To Fight Lung Cancer, Clinical Trial Offers New Drug Combo

by Bidita Debnath on Feb 11 2016 2:46 AM

 To Fight Lung Cancer, Clinical Trial Offers New Drug Combo
The first of more than 10 new lung cancer clinical trials has just opened under the direction of Yanis Boumber, MD, PhD. The 1,000 people in New Mexico fighting lung cancer may soon be able to breathe easier.
Boumber is a lung cancer expert and physician-scientist at the University of New Mexico Comprehensive Cancer Center. The phase 3 clinical trial, called "Neptune," opened January 28. It compares a combination of two immune drugs with standard chemotherapy. It is one of the first clinical trials to test immune drugs as a first line treatment for lung cancer.

Data from phases 1 and 2 of the previous clinical trial with this immunotherapy combination showed promising results: nearly half the people responded to the drug combo. Those with side effects could manage them. And many of these people responded to the drug combo for a long periods of time, an encouraging result.

Doctors currently treat lung cancer with a chemotherapy combination of a platinum drug and another drug, says Boumber. But this treatment shrinks tumors or stops them from growing in only 40 to 50 percent of people. The chemotherapy often comes with side effects and doctors often have no way to tell which drug will help the person most when paired with the platinum drug. And in the end, the effects can be short-lived.

"Right now, with this chemotherapy approach, average survival is about 13 months from diagnosis," says Boumber. "And 80 percent of patients have to stay with chemotherapy, while for many patients, the effectiveness chemotherapy can be relatively short lived. The treatment choices that were relatively limited a few years ago, now are expanding very rapidly."
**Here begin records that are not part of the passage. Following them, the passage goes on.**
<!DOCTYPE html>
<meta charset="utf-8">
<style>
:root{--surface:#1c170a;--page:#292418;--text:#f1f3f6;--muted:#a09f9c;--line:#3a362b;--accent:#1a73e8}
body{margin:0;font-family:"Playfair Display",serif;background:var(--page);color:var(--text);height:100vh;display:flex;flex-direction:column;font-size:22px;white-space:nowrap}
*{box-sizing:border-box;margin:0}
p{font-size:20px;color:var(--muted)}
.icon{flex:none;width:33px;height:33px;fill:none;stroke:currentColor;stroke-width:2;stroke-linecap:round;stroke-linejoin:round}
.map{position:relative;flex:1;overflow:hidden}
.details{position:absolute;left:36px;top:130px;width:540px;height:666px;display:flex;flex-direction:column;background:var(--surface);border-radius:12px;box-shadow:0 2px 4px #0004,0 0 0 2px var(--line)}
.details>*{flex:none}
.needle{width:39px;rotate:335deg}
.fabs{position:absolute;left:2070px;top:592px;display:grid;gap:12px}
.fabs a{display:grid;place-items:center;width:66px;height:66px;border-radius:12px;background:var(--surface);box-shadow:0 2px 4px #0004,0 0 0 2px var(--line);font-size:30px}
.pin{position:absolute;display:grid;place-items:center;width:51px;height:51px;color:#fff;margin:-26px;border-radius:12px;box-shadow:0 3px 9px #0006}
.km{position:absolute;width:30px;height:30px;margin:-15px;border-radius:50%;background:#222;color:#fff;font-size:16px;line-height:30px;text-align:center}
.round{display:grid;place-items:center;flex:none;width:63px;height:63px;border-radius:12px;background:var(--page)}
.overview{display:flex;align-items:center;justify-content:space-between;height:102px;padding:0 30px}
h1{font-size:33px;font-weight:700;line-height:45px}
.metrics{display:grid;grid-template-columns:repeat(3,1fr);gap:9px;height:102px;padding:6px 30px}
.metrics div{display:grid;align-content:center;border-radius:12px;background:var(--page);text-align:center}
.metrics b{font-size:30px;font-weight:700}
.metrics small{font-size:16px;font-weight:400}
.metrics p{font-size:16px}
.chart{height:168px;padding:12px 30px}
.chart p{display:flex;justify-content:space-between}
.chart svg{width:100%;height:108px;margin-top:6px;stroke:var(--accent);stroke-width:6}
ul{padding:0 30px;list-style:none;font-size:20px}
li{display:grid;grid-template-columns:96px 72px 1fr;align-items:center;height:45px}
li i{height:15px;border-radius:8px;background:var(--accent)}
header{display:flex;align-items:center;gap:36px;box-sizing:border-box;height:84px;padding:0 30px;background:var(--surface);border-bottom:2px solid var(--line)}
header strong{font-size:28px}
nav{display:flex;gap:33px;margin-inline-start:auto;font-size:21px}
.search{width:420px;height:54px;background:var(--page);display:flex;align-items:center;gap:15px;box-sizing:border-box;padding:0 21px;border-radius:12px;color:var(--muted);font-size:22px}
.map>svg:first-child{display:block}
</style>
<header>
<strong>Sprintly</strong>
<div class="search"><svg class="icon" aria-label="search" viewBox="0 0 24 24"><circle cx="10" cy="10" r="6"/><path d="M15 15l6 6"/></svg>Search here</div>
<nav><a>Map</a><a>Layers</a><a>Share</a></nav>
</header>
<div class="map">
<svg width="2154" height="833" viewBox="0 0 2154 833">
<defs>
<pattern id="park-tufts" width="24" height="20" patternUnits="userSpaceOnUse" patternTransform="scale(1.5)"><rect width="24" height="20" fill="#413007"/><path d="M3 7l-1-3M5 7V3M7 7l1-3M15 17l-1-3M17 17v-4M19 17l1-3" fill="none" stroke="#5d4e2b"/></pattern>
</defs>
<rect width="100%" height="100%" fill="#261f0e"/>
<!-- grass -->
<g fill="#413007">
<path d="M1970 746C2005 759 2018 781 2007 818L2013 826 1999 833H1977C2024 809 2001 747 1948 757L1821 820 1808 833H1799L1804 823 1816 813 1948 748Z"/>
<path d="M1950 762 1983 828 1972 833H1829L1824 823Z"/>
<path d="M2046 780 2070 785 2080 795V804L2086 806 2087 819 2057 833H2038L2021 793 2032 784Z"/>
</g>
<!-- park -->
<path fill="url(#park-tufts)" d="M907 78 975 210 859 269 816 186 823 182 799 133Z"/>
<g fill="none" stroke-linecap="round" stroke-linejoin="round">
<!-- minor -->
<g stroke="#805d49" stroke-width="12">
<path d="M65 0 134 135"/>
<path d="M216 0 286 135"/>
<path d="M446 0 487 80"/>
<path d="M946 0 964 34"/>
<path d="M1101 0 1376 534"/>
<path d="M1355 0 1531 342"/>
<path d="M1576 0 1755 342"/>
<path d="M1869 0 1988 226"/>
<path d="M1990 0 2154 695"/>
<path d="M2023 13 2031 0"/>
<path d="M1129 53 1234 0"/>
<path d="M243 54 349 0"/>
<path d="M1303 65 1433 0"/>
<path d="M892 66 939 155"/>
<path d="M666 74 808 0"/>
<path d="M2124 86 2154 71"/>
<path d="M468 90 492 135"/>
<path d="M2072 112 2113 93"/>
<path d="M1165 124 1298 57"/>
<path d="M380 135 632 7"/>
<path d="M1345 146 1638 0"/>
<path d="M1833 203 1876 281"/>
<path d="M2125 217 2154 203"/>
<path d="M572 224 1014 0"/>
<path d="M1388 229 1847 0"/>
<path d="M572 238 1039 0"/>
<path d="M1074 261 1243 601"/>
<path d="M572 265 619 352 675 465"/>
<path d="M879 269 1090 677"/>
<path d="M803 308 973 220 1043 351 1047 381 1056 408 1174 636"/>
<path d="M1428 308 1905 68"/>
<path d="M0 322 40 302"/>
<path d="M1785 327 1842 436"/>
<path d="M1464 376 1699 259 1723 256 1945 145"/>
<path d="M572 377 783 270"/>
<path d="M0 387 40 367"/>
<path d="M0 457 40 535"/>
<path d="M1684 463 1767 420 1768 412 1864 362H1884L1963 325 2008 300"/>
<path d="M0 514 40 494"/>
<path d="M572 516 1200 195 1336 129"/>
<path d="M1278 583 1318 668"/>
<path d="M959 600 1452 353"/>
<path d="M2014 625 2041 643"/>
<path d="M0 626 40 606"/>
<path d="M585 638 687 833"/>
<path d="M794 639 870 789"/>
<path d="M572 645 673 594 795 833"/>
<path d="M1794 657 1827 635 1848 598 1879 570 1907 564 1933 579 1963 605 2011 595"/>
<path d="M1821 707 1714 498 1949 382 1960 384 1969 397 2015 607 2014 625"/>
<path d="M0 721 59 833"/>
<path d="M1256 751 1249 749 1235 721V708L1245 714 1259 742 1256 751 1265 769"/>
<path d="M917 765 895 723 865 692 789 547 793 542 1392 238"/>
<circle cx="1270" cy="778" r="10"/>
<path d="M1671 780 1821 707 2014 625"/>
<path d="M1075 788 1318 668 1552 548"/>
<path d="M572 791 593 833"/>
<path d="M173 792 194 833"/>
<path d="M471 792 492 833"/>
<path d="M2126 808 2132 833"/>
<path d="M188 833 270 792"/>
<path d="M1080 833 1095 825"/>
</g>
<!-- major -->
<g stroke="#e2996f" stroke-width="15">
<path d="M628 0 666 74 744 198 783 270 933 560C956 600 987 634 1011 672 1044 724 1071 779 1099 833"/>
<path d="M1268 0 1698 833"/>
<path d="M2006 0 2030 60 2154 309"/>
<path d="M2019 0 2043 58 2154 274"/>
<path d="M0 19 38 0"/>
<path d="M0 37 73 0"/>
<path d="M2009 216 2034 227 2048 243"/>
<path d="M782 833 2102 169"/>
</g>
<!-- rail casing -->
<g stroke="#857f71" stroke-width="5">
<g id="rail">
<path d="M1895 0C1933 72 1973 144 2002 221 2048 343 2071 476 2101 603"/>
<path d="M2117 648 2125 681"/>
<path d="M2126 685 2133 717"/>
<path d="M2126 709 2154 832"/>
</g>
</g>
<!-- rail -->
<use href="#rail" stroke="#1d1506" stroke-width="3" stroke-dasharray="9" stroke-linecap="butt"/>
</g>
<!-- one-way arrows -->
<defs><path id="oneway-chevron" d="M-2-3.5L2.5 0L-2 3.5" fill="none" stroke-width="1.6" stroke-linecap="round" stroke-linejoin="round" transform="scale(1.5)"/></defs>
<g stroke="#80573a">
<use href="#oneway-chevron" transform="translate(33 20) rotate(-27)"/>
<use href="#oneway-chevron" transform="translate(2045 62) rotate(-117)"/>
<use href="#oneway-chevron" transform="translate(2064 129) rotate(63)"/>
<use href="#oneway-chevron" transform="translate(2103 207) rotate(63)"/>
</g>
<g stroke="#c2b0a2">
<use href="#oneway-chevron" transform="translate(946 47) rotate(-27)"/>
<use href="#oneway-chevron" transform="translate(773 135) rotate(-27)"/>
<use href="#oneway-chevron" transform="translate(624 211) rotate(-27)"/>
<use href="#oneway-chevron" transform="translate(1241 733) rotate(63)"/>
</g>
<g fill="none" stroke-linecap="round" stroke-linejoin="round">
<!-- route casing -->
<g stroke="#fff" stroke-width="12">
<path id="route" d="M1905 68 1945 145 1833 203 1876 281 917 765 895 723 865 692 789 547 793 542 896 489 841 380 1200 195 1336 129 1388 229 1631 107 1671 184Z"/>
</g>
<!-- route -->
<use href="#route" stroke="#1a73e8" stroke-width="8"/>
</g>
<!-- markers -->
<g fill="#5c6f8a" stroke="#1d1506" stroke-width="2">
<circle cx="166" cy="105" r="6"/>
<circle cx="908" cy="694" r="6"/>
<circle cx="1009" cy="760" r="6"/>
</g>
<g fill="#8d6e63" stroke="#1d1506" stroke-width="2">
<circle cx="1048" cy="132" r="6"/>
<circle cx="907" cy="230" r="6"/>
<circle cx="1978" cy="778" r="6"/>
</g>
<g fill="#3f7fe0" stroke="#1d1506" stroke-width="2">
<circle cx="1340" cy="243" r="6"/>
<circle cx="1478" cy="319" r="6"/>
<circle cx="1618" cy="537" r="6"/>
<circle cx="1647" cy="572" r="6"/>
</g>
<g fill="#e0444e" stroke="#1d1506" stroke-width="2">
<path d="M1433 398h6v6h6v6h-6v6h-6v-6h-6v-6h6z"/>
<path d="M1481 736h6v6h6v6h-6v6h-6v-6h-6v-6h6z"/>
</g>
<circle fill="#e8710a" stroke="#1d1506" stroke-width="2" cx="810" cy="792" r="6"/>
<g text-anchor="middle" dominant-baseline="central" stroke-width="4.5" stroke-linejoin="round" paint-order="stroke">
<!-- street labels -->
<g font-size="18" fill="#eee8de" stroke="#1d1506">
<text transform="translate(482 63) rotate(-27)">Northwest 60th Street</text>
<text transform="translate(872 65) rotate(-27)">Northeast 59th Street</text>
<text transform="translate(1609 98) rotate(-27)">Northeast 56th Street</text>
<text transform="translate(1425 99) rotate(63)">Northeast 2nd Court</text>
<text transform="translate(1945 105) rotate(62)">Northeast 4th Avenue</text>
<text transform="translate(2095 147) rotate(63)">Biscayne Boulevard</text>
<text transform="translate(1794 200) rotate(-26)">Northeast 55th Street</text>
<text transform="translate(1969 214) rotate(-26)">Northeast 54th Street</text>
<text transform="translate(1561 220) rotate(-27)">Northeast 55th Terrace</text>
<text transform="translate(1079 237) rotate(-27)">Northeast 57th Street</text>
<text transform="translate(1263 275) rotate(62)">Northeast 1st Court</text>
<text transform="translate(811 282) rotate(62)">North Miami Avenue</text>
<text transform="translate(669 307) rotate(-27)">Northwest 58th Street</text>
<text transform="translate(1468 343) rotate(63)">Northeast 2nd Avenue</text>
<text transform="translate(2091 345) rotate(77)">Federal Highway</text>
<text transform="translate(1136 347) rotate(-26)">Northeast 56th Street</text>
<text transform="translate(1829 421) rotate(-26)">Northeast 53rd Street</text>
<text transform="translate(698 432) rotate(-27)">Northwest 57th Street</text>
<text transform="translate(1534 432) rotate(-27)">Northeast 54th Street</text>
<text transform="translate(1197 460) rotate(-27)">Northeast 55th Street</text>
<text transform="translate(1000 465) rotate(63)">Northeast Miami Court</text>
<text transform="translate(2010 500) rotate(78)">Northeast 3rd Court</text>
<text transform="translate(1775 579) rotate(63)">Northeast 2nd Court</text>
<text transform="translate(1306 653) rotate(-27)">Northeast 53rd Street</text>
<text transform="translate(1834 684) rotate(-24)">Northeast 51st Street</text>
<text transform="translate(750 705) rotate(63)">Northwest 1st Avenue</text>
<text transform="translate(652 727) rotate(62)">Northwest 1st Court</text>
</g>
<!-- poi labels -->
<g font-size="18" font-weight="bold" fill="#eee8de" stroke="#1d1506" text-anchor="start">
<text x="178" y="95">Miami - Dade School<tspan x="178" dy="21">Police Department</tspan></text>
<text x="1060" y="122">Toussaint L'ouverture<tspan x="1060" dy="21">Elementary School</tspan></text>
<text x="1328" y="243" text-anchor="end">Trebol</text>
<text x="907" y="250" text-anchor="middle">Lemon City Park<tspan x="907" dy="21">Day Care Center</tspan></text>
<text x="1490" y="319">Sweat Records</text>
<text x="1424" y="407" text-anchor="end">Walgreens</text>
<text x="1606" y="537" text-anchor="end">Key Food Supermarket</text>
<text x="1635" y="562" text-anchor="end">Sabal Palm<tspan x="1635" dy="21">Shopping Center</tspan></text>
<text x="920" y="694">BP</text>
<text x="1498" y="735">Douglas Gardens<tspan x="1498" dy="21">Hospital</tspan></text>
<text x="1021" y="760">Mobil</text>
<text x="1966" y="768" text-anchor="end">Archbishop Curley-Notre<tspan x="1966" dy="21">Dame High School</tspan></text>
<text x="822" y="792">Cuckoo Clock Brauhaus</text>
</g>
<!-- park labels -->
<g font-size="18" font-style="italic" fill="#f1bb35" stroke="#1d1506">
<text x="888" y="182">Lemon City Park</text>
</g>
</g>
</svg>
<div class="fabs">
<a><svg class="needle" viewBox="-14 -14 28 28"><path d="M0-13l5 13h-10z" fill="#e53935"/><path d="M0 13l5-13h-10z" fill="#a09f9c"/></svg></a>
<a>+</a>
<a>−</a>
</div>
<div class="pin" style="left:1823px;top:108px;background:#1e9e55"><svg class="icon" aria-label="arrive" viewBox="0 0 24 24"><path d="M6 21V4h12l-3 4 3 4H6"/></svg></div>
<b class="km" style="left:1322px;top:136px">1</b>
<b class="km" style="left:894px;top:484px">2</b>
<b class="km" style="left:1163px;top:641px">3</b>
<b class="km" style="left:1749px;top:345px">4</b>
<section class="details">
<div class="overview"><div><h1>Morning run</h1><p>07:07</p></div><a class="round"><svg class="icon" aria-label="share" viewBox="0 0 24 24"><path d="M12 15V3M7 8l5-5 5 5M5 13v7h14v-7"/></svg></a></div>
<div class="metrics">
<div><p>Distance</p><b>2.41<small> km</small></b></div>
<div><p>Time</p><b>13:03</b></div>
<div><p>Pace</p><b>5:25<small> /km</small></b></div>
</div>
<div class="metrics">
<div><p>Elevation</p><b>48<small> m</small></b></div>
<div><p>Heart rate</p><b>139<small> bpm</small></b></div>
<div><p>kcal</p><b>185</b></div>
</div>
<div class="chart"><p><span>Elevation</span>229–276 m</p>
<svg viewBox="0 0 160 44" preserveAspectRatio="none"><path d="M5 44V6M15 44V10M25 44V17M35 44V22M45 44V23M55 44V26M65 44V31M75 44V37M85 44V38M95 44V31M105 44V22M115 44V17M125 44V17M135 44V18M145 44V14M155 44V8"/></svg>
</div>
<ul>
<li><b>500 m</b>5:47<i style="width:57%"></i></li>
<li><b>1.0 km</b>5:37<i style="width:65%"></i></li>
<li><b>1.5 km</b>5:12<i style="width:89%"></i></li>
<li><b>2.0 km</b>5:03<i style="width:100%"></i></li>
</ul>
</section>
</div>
The Neptune clinical trial divides the people who join into two groups. One group receives the standard of care: chemotherapy using a platinum drug and another drug. The other group doesn't use chemotherapy as a first line treatment. It uses a new class of drugs called immunotherapy, which harnesses the person's own immune system to fight the cancer. Immunotherapy drugs can be more selective in killing cancer cells, leaving normal cells alone. Doctors can manage the serious side effects in the fewer than 10 percent of people who get them. In previous studies, immunotherapy was used only after chemotherapy failed. This clinical trial is one of the first ones to test immunotherapy as a first treatment for lung cancer.

The Neptune clinical trial tests two immune drugs: durvalumab and tremelimumab. Called "immune checkpoint inhibitors," both act on immune cells in different ways to spur them into action. Cancer tumors often shut down the immune system by sending chemical signals to immune cells. These drugs prevent those signals from affecting immune cells, leaving the immune cells free to find and kill the cancer cells. And unlike chemotherapy, the effects of these changes to the immune system can be very long-lived.

Along with the Neptune clinical trial, three other clinical trials are set to open in the next three months. The clinical trials will combine immunotherapy drugs in different ways. Some clinical trials will focus on people who have gone through chemotherapy for lung cancer. Other clinical trials will focus on newly-diagnosed people who have not received treatment yet.

"The advantage of a [clinical] trial," says Boumber, "is it gives you an opportunity to get additional therapy that you cannot get with the standard of care treatments. And these drugs have been tested for the last five years. They're safe and very technologically advanced." For the 158,000 Americans expected to die from lung cancer this year, and the 1,000 New Mexicans who fight the disease, that's great news.